W lokalu po dawnej szkole tańca, sklepie z odzieżą ciążową, sklepie komputerowym, i ogrodniczym mieści się teraz "Luksusowy Butik z Odzieżą Używaną." Pierwszą moją myślą po wejściu było skojarzenie z atelier jakiegoś projektanta, gdzie bogaci ludzie rozmawiają z właścicielem o swoich wymarzonych projektach. Odmalowane ściany, kolorystycznie ułożone rzeczy, które faktycznie wisiały na drewnianych wieszakach. Elegancka lada, fotel i stoliczek. Przeurocze Panie właścicielki już na wejściu zaproponowały mi kawę i ciastko. I wtedy właśnie nastąpił moment osłupienia. Grzecznie podziękowawszy, kompletnie zmieszana, rozpoczęłam oględziny.

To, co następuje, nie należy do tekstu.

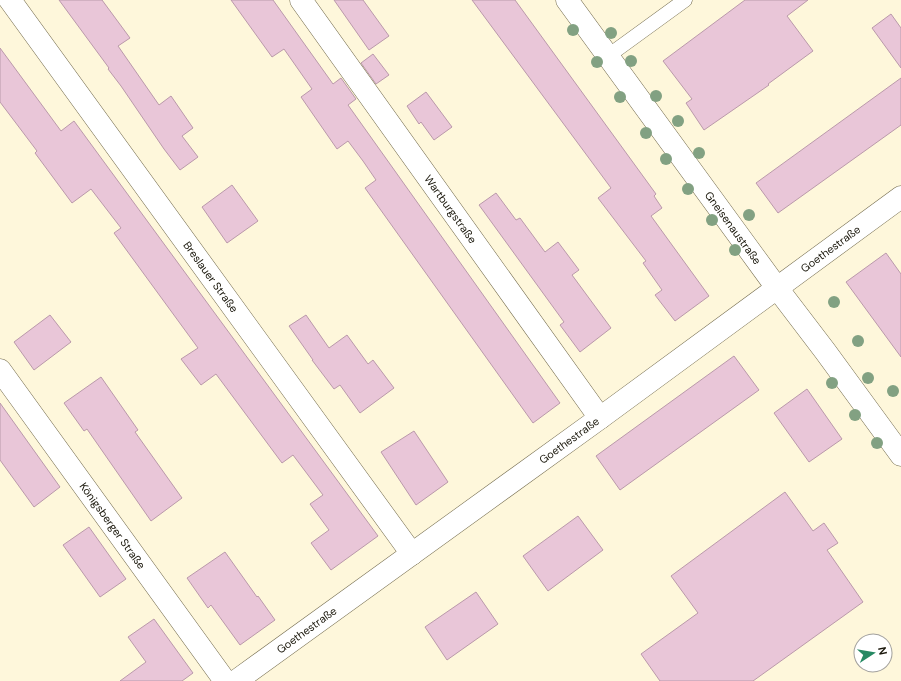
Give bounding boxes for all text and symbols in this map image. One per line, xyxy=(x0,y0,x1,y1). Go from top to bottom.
street label: Wartburgstraße xyxy=(421,172,480,246)
street label: Gneisenaustraße xyxy=(702,189,764,267)
street label: Goethestraße xyxy=(798,222,863,275)
street label: Breslauer Straße xyxy=(180,239,241,315)
street label: Goethestraße xyxy=(536,414,602,467)
street label: Königsberger Straße xyxy=(76,479,149,572)
street label: Goethestraße xyxy=(274,604,339,656)
north arrow xyxy=(853,633,893,673)
text: N xyxy=(875,646,890,656)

Kolejnym szokiem były ceny. No cóż, drewniany wieszak zobowiązuje. Płaszcze po sto złotych, tuniki popularnych marek sprzed kilku sezonów w cenach niemalże sklepowych. Nagle zaczęłam współczuć Właścicielkom. Współczułam im ich zdziwienia, kiedy nastąpi moment zderzenia ich niewątpliwie wspaniałej wizji eleganckiego sklepu z kolorowymi bluzeczkami od Lipsy, z szarą rzeczywistością mojego miasta tonącego w chińskiej tandecie, gdzie średnia krajowa to dla ludzi duży luksus. Uciekłam.
Czy to ja schamiałam? Czy to moje standardy traktowania klienta aż tak się obniżyły? Czy faktycznie powinnam teraz za przeciętnie ładną ale wyprasowaną i schludnie podaną sukienkę z Atmo płacić 70 zł ale napić się kawki w miłym towarzystwie i usiąść na ikeowym krzesełku przy ścianie pomalowanej farbą z kolekcji emalii Ewy Minge? Nie wiem. Po prostu nie wiem.
***
Popełniając najdłuższą notkę w historii bloga, chcę jeszcze czymś się pochwalić. Kolaż zdjęć mojego autorstwa, które przedstawiają mojego przyjaciela, wygrał wczoraj główną nagrodę w konkursie organizowanym przez markę Vistula. Jestem bardzo dumna!:) (poznajecie mój kapelusz?;))
Tym, które dotarły do końca: dziękuję i podziwiam.
Eng. Actually what I described today is the sad stoy of my today's shopping. I'm sure you do not want to read this, so I'm leaving you with the photo of my friend that won the competition of a famous Polish brand. The photos were taken by myself, so my pride is doubled:) Hope you enjoy your weekend!